Сонечка носила на толкучку то старинные часы, то позолоченные ложки, то сервиз китайского фарфора. Торговаться не умела, отдавала за первую названную цену, потом, также не торгуясь, покупала на вырученные деньги съестное. Вот и сегодня пришла с толкучки с бутылкой постного масла, хлебом, картошкой и настоящим, не спитым, чаем. Похлопотав над парнишкой, привела его в чувство, промыла ватным тампоном разбитое лицо, смазала ссадины зеленкой и усадила за стол. Изголодавшийся Гринька все-таки сдержал себя, не накинулся на еду, ел понемногу, стараясь подольше жевать, подольше удерживать во рту пищу – тогда насыщение приходит быстрее. Этому научил еще в детдоме друг Сашка. Гринька понимал, что попал в необыкновенный дом: много книг и картин, бархатная скатерть на столе, а на полу ковер. Да и девушка, что впустила его и кормит, словно он ей родня какая, тоже необыкновенная! Красивая, с такими чистыми белыми руками, каких Гринька никогда не видел, в халате из голубого шелка, на котором вышиты необыкновенные птицы. Может быть, павлины – про них тоже рассказывал Сашка.

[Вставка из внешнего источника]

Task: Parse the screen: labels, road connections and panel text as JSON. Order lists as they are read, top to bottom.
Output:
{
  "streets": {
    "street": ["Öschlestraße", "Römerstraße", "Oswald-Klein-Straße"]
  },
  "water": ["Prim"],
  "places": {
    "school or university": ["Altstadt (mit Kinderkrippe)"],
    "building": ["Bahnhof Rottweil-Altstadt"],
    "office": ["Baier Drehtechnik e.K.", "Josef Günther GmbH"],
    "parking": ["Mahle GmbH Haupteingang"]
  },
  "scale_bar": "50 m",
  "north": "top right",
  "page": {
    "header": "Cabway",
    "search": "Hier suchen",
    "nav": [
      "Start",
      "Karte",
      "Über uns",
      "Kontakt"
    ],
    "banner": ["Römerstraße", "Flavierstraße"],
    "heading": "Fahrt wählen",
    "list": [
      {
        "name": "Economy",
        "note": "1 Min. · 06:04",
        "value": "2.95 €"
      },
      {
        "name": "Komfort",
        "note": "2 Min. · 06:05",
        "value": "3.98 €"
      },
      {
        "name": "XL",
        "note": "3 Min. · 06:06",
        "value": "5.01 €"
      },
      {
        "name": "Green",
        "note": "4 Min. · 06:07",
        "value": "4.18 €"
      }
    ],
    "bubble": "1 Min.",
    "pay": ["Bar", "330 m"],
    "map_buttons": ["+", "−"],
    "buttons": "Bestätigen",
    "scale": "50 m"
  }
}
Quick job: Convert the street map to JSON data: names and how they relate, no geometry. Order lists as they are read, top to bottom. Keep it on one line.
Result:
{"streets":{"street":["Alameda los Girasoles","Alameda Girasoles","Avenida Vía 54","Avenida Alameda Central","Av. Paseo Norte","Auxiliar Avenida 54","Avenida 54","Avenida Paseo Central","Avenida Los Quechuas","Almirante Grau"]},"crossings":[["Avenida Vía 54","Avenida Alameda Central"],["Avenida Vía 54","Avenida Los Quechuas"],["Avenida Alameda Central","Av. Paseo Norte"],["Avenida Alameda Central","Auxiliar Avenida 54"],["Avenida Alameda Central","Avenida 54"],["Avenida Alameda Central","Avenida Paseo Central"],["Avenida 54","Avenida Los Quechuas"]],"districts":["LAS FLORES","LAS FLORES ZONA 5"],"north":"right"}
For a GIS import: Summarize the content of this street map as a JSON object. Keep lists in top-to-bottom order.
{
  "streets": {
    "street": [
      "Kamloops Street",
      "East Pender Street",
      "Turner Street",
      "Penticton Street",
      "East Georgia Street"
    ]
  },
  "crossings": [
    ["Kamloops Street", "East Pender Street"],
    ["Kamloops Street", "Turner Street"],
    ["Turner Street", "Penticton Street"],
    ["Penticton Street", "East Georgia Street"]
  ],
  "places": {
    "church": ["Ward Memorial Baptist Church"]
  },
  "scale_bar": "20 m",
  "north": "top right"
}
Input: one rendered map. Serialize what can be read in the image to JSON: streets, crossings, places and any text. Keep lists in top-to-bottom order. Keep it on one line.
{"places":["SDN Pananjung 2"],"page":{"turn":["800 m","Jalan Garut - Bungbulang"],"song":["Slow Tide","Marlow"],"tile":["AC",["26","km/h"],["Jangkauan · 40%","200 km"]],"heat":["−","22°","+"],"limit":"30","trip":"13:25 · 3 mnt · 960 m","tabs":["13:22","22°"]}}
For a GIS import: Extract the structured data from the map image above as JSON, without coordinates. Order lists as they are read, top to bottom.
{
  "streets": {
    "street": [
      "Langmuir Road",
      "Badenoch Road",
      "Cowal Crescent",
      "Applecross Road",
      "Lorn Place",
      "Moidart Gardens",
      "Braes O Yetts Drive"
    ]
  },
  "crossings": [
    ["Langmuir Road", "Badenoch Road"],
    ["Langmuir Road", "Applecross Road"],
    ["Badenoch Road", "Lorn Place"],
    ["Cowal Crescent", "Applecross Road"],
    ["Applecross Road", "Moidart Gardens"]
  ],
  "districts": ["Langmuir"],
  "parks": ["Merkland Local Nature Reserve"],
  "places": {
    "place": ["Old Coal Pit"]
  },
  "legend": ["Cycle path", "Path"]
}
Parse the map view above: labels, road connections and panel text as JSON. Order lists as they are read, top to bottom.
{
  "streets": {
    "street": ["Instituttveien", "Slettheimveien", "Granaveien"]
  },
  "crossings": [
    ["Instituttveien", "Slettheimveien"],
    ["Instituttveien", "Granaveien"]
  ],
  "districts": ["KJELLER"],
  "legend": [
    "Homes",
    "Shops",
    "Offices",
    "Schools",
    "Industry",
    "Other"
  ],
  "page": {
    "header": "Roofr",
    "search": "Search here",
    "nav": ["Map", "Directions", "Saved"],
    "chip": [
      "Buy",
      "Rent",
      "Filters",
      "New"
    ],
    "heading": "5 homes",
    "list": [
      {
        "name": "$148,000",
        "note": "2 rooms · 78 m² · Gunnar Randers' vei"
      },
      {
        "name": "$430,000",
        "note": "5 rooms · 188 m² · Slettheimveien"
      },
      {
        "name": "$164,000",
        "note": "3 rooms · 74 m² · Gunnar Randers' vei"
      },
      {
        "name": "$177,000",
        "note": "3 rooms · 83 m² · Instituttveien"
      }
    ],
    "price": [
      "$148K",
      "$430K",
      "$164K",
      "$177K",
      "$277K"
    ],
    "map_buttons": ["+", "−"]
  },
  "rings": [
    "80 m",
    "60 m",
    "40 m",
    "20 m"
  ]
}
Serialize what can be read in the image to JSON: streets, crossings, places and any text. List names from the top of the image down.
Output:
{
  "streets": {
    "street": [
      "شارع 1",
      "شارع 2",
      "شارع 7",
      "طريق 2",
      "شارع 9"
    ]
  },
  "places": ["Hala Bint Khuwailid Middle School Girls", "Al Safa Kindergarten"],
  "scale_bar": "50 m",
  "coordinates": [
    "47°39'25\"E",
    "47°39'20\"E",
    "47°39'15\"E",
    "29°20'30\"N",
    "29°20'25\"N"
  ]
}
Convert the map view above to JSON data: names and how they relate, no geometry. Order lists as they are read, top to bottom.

Когда он отодвинул тарелку, девушка сказала:

– Ну давай знакомиться. Меня Соней зовут, а тебя?

– Гринькой…

Сонечка сморщила носик. «Гринька» ей не нравилось, Григорий – тоже, был у нее однокурсник такой противный.

– Можно, я тебя Гошей буду называть?

Гринька пожал плечами:

– Можно.

И вдруг его как обдало неожиданной радостью. Если «буду называть», значит, не выгонит прямо сейчас. Разомлевший от еды и горячего чая, он чувствовал себя совершенно обессиленным, неспособным выйти из этой красивой квартиры на улицу. И тогда его как прорвало, он стал рассказывать про мать, про калеку брата, про детдом, Соня слушала, не перебивая, и в черных, живых глазах ее порой блестели слезы. Лишь когда дошел Гринька в своем рассказе до того момента, как ушел Сашка под воду, появились насмешливые искорки недоверия. Тут он сам чуть не заплакал.

– Да правда же! Честное слово…

Сонечка смутилась, но попыталась поправить:

– Утонул, наверное?

Гринька упрямо покачал головой:

– Нет, ушел…

– Ну ладно, ушел, так ушел, – вздохнула Сонечка, и тень печали легла на ее нежное лицо. – А вот что касается брата, мы его поищем.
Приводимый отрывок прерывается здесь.